Rep. Marshall says the first step to reduce pornography "is to recognize that there is a problem. I want to get the consent of my colleagues that it is a problem. We can then decide is making pornography prostitution? If so, we can go after it criminally."

"If a wife learns her husband has been looking at porn by seeing XXX on a credit card charge, she can complain," he added.

Users of porn are 300 times more likely to have an affair, according to one study.
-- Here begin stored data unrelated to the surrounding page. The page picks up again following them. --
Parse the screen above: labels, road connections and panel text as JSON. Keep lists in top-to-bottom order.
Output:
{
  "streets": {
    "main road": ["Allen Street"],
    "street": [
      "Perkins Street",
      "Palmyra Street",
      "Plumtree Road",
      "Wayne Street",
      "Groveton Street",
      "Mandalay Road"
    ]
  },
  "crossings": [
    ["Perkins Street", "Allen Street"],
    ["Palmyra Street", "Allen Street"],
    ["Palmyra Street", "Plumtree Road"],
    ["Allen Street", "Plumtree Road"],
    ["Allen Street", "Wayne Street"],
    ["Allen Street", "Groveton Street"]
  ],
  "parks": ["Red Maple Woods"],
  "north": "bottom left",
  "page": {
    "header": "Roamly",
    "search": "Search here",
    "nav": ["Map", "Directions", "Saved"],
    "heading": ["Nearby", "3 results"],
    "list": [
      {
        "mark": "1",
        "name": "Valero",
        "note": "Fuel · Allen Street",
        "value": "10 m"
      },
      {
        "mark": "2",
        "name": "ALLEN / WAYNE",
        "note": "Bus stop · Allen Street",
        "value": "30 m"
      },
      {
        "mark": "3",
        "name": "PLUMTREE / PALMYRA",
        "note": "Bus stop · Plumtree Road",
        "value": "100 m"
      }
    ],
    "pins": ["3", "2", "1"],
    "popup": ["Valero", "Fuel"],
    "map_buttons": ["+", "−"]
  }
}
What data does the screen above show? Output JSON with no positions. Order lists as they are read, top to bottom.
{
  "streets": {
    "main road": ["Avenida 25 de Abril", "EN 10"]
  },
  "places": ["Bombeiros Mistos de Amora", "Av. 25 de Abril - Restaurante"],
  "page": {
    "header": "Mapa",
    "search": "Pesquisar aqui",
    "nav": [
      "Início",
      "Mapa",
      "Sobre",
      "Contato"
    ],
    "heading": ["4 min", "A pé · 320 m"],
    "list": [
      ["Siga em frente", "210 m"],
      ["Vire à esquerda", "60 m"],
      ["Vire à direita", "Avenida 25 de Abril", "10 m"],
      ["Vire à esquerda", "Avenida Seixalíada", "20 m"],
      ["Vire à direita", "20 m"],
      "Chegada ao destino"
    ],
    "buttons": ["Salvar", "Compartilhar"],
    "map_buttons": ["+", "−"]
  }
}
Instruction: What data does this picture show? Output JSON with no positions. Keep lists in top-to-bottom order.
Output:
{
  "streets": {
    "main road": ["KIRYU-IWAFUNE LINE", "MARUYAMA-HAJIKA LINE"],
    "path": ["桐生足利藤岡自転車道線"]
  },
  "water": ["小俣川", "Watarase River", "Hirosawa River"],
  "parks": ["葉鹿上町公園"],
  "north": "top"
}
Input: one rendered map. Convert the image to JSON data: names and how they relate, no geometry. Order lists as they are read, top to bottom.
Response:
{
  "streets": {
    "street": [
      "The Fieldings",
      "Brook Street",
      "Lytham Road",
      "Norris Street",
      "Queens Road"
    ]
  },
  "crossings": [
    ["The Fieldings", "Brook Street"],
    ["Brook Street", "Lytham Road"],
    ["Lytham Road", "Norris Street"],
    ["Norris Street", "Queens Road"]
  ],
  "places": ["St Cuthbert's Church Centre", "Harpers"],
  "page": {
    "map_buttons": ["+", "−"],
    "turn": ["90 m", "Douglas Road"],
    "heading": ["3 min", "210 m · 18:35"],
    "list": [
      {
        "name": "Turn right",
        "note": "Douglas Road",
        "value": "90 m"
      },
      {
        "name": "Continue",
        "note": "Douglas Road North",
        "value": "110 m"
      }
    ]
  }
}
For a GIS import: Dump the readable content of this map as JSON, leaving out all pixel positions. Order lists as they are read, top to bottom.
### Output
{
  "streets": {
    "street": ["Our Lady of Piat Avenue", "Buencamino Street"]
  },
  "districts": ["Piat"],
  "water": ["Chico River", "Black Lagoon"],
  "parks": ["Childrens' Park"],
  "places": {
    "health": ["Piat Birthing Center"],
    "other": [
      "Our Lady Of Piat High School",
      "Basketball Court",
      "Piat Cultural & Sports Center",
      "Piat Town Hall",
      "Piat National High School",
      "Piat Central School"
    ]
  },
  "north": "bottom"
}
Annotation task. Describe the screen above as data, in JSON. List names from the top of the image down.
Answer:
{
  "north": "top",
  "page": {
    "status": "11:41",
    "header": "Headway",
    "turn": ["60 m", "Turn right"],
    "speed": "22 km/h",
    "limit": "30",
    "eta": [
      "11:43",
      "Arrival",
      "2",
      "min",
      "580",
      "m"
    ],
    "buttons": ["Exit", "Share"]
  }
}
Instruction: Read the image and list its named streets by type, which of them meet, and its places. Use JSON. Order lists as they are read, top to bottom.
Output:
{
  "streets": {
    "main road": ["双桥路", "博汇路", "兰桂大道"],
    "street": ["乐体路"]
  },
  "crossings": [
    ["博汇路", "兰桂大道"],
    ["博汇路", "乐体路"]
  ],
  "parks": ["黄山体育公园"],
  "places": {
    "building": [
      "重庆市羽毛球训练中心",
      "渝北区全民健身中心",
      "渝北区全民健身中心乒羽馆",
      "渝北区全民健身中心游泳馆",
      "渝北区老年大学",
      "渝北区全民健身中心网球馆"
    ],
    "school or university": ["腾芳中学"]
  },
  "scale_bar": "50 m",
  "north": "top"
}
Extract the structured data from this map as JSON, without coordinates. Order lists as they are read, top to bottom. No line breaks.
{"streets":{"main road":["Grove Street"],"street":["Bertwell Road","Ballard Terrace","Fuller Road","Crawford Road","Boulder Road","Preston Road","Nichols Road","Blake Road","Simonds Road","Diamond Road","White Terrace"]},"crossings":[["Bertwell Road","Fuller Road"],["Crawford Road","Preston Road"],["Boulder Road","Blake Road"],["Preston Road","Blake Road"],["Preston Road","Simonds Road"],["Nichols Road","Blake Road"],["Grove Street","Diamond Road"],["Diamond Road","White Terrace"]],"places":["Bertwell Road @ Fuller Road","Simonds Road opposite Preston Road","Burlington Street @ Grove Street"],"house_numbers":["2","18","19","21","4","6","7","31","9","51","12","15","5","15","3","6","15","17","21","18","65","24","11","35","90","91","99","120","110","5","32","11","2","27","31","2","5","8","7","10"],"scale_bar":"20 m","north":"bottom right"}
Divorce attorneys report that 56% of divorces involve one person being addicted to pornography.

Proverbs 6:27 warns: "Can a man scoop fire into his lap without his clothes being burned? Can a man walk on hot coals without his feet being scorched. So is he who sleeps with another man's wife; no one who touches her will go unpunished."

Research indicates porn alters the pathways of the brain and actually reduces grey matter, or intelligence! A 2014 survey reported that young men aged 21-31 did not want to marry because pornography was meeting their sexual needs.

However, there is some good news. Last April TIME published a cover story entitled: "PORN: Why Young Men Who Grew Up with Internet Porn Are Becoming Advocates for Turning It Off."

Noah Church, 26, began looking at nude women on the Internet at age 9. When streaming videos arrived at age 15 he watched them several hours a day sparking masturbation. However, for six years he was unable to have normal sex with a woman - no matter how attractive.

TIME reported, "A growing number of young men are convinced that their sexual responses have been sabotaged because their brains were virtually marinated in porn when they were adolescents...So they're beginning to push back, creating online community groups, smartphone apps and educational videos to help men quit porn."

Declaring pornography is a hazard to health is the first step every state must take.